Algunos de los signos y síntomas que indican que tu cuerpo puede estar hormonalmente desbalanceado: 

  • Cambios repentinos en tu estado de ánimo, hipersensibilidad y ganas de llorar por cualquier cosa. 
  • Dificultad para perder peso, aun comiendo realmente bien y habiendo quitado alimentos proinflamatorios como el azúcar, el trigo, y procesados, al menos el 90% del tiempo.
  • Trastornos en el sueño, como insomnio, sueño interrumpido,  sensación de cansancio durante el día o al despertar (sensación de que no dormiste).
  • Ganancia de peso brusca en los últimos meses, sobre todo a nivel de abdomen y muslos. 
  • Pies y extremidades inflamadas o edema facial, que mayormente se debe a líquido retenido. Una buena forma de verificarlo es presionando tu piel, si observas que tus dedos quedan marcados por unos segundos, es un signo de que estas reteniendo líquido. Otra forma de verificarlo es si observas que orinas menos y si el color de tu orina está más oscuro de lo habitual. Los anillos y pulseras también suelen quedarte más ajustadas si estás reteniendo líquido. También, el peso, suele fluctuar muy rápido, hasta 2 kilogramos de un día para otro. 
  • Pérdida del apetito por alimentos (comida de verdad) pero incremento de las ganas o antojos por azúcares y golosinas. También, se produce una sensación de pérdida del apetito, sobre todo durante las horas del día y a su vez un incremento de los antojos y la ansiedad por alimentos dulces y harinosos hacia las horas de la tarde y noche. 
  • Dolor articular o muscular.
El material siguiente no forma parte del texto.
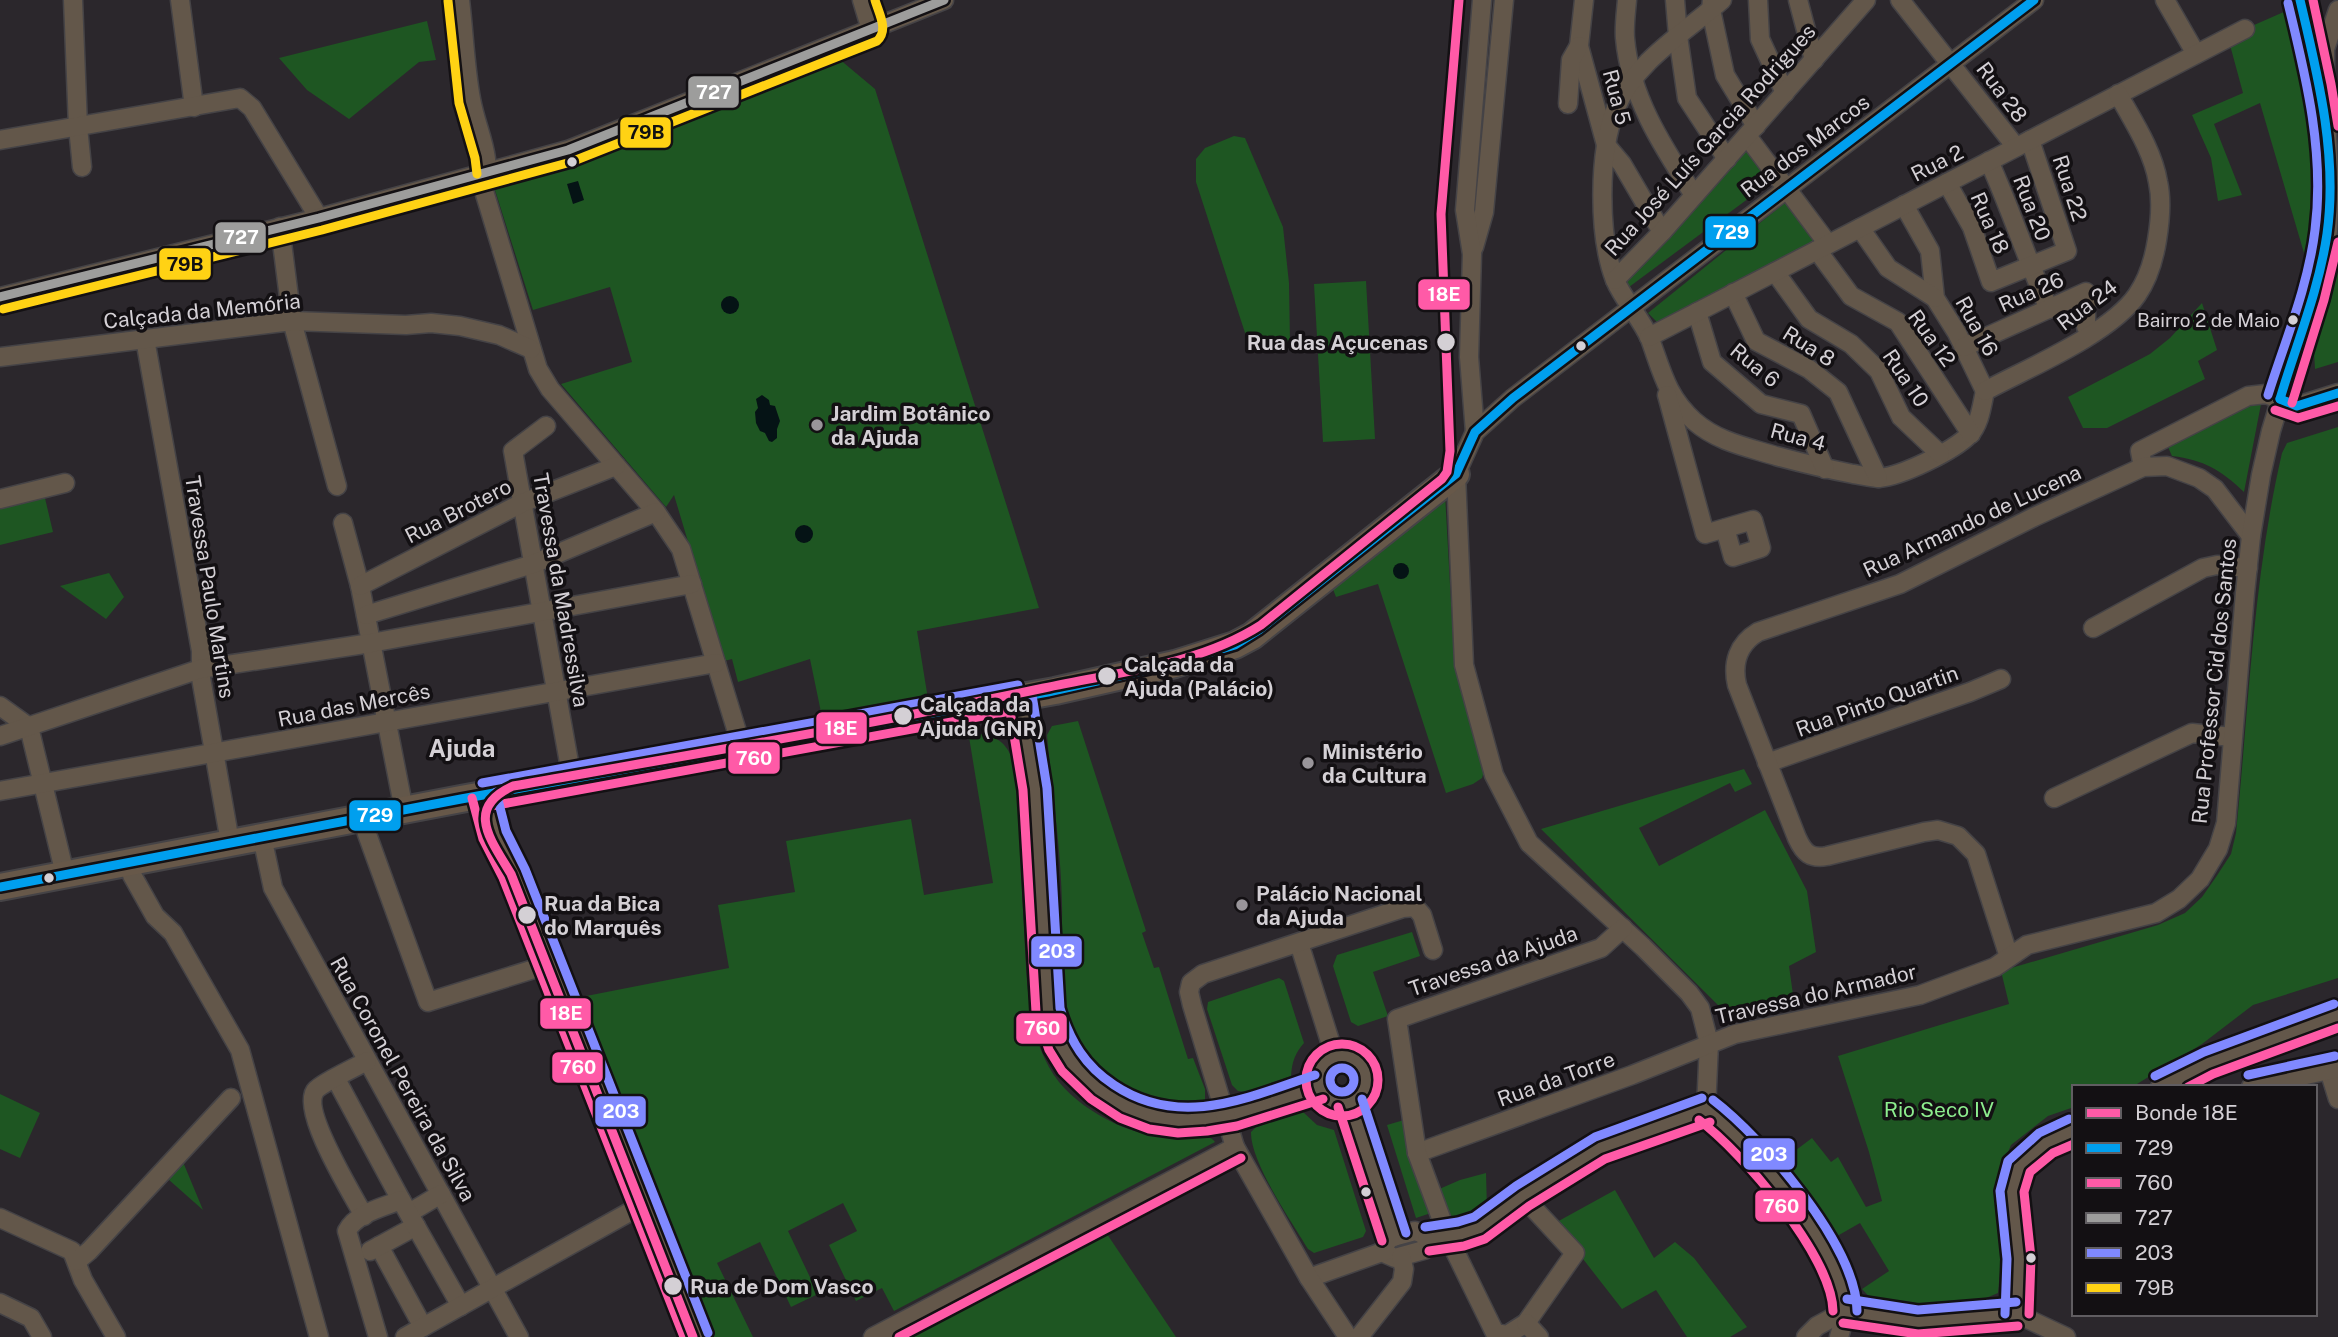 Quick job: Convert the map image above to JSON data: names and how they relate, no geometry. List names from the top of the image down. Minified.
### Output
{"streets":{"street":["Rua 28","Rua 5","Rua José Luís Garcia Rodrigues","Rua dos Marcos","Rua 2","Rua 22","Rua 20","Rua 18","Rua 26","Rua 24","Calçada da Memória","Rua 16","Rua 12","Rua 8","Rua 6","Rua 10","Rua 4","Rua Brotero","Rua Armando de Lucena","Travessa Paulo Martins","Travessa da Madressilva","Rua Professor Cid dos Santos","Rua Pinto Quartin","Rua das Mercês","Travessa da Ajuda","Travessa do Armador","Rua Coronel Pereira da Silva","Rua da Torre"]},"crossings":[["Rua 28","Rua dos Marcos"],["Rua 28","Rua 2"],["Rua 28","Rua 22"],["Rua 5","Rua José Luís Garcia Rodrigues"],["Rua 5","Rua 4"],["Rua José Luís Garcia Rodrigues","Rua 12"],["Rua José Luís Garcia Rodrigues","Rua 4"],["Rua dos Marcos","Rua 12"],["Rua dos Marcos","Rua 4"],["Rua 2","Rua 22"],["Rua 2","Rua 20"],["Rua 2","Rua 18"],["Rua 2","Rua 24"],["Rua 2","Rua 16"],["Rua 2","Rua 12"],["Rua 2","Rua 8"],["Rua 2","Rua 6"],["Rua 2","Rua 10"],["Rua 2","Rua 4"],["Rua 22","Rua 20"],["Rua 22","Rua 18"],["Rua 20","Rua 18"],["Rua 20","Rua 26"],["Rua 26","Rua 16"],["Rua 24","Rua 16"],["Calçada da Memória","Travessa Paulo Martins"],["Rua 12","Rua 4"],["Rua 8","Rua 4"],["Rua 6","Rua 4"],["Rua 10","Rua 4"],["Rua Brotero","Travessa da Madressilva"],["Rua Armando de Lucena","Rua Professor Cid dos Santos"],["Rua Armando de Lucena","Rua Pinto Quartin"],["Rua Armando de Lucena","Travessa do Armador"],["Travessa Paulo Martins","Rua das Mercês"],["Travessa da Madressilva","Rua das Mercês"],["Rua Professor Cid dos Santos","Travessa do Armador"],["Travessa da Ajuda","Rua da Torre"],["Travessa do Armador","Rua da Torre"]],"districts":["Ajuda"],"parks":["Rio Seco IV"],"places":["Bairro 2 de Maio","Rua das Açucenas","Jardim Botânico da Ajuda","Calçada da Ajuda (Palácio)","Calçada da Ajuda (GNR)","Ministério da Cultura","Palácio Nacional da Ajuda","Rua da Bica do Marquês","Rua de Dom Vasco"],"lines":["tram line 18E","transit line 729","transit line 760","transit line 727","transit line 79B","transit line 203"],"legend":["Bonde 18E","729","760","727","203","79B"]}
Sensación de fatiga generalizada, literalmente “te duele todo”. 
  • Sensación de “pereza” o fatiga mental (no quieres pensar), pérdida de la motivación y el enfoque. 
  • Poca energía para realizar actividades diarias, incluyendo el ejercicio. 
  • Disminución de la líbido y apatía sexual. 
  • Alteración del período menstrual, períodos largos (mayor a 35 días), amenorrea (ausencia de “regla”), o menstruaciones dolorosas o muy abundantes. 
  • Pelo graso, crecimiento de vello excesivo o aparición repentina de acné.

Si tienes al menos 5 de ellos, es conveniente que veamos juntos, médico y paciente,  toda tu historia para  evaluar tu estado actual y analizar  tus niveles de hormonas tiroideas y sexuales así como el estado de tus órganos reproductores (ovarios, trompas, útero y cuello uterino) para descartar cualquier quiste o enfermedad inflamatoria. 

Así mismo, es necesario llevar una alimentación adecuada para balancear tus hormonas, de tipo antiinflamatoria, baja en azúcares y carbohidratos de rápida absorción, con selección de grasas buenas y complementarla con suplementos nutricionales adecuados para ti. La relación que existe entre el intestino y las hormonas, puede ser determinante.  

Por eso el abordaje integral con método MOVE observa en detalle el tema de  la gestión adecuada del estrés, por medio de la expresión de emociones, el ejercicio físico, regulación del sueño y descanso,  nutrición antiinflamatoria,  cuidados del intestino, procurando restituir el microambiente o con bacterias buenas (probióticos) y darle los nutrientes necesarios para su correcta funcionalidad. 

En tu intestino reside la mayor parte de tu sistema inmunológico y este a su vez tiene comunicación con el resto de las mucosas (vaginal, urinaria, pulmonar, etc) y con el sistema endocrino y hormonal, he allí su gran relevancia y relación con todo lo que ocurre con tu cuerpo y tus hormonas.

Recuerda que las hormonas afectan todo el cuerpo, desde el  peso, estado de ánimo, niveles de energía, autorregular las  hormonas naturalmente es una posible pero sin duda requiere de constancia y paciencia en la ejecución de los nuevos hábitos.